Former Debenhams stores across the UK are being reinvented with a dizzying array of new uses as councils and landlords battle to fill millions of square feet of space left empty after the demise of the department store chain in May 2021.

The Debenhams name continues online under new owners but – three years after the department store chain left the high street – more than half of the former stores remain empty or are in the process of being redeveloped, according to research by Local Data Company for the Guardian.

Only a third of the enormous sites, many of which are the keystone of local high streets, are now occupied by retailers, although a further 7% have a new occupier lined up according to the LDC research.
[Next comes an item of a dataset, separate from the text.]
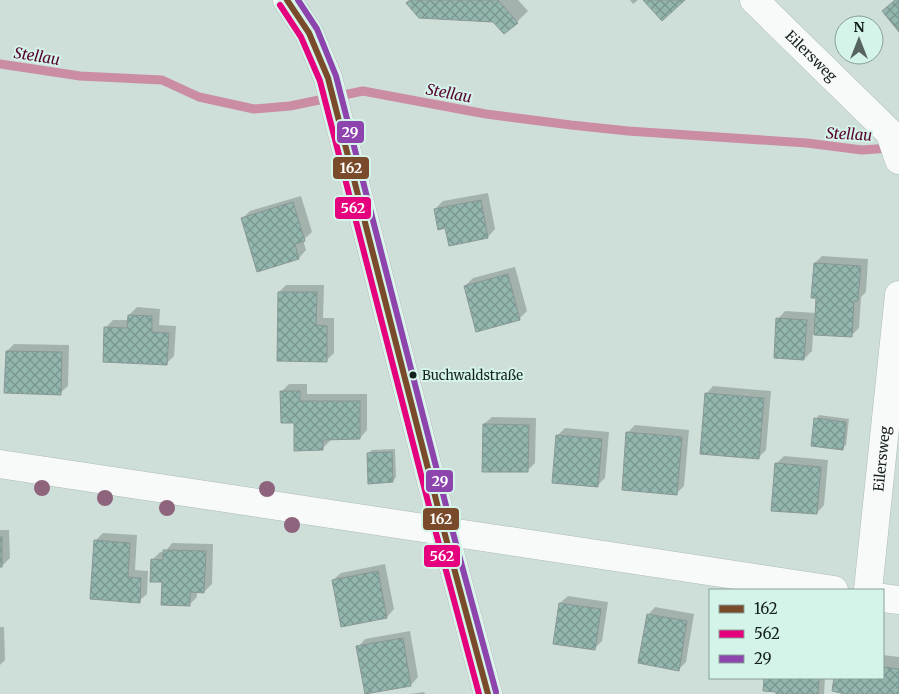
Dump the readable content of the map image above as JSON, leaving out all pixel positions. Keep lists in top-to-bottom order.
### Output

Cities and towns including Basingstoke, Exeter, Middlesbrough, Nottingham, Sheffield and Swansea have yet to fill the large gap on their high streets or have not confirmed plans for the site, with several of those places also having lost a House of Fraser or a John Lewis as well.

Only a handful of the former Debenhams shops have become new department stores, with independents Bobby’s and Bradbeers opening in Bournemouth and Salisbury respectively.

Marks & Spencer and the owner of House of Fraser, Frasers Group, have both filled a number of former Debenhams stores. Frasers has picked from its huge array of retail brands, from Sports Direct to luxury casual wear purveyor Flannels, Everlast gyms and its Frasers mini department store format to fill the spaces.

The former Debenhams building in Oxford Street, London, pictured in August 2023. Photograph: Matthew Chattle/Future Publishing/Getty Images

Next and Primark have also taken large chunks of space while, last November, Ikea’s parent group bought the Brighton mall that previously housed Debenhams with a view to repeating its successful reinvention of the Kings Mall in Hammersmith in west London, where it also filled a defunct Debenhams.

But with evidence that 52% of UK destinations have too much retail space, according to consultancy CACI, the majority of Debenhams sites are unlikely to be filled by more shops.

Instead there are plans to turn former Debenhams into science labs in Oxford and Cambridge, a park in Cardiff, health centres in Basildon, Bangor and Carmarthen and lecture halls in Gloucester.

Perhaps most unlikely, aerospace and defence group BAE Systems has bought the Debenhams in Barrow with a plan to build a training centre for submarine engineers.

“It was a blow,” admits Michelle McPhee, the town centre manager for Middlesbrough, as she contemplates the struggle to fill Debenhams, an empty House of Fraser that sits opposite in the centre of town and a more recently closed Marks & Spencer and Wilko.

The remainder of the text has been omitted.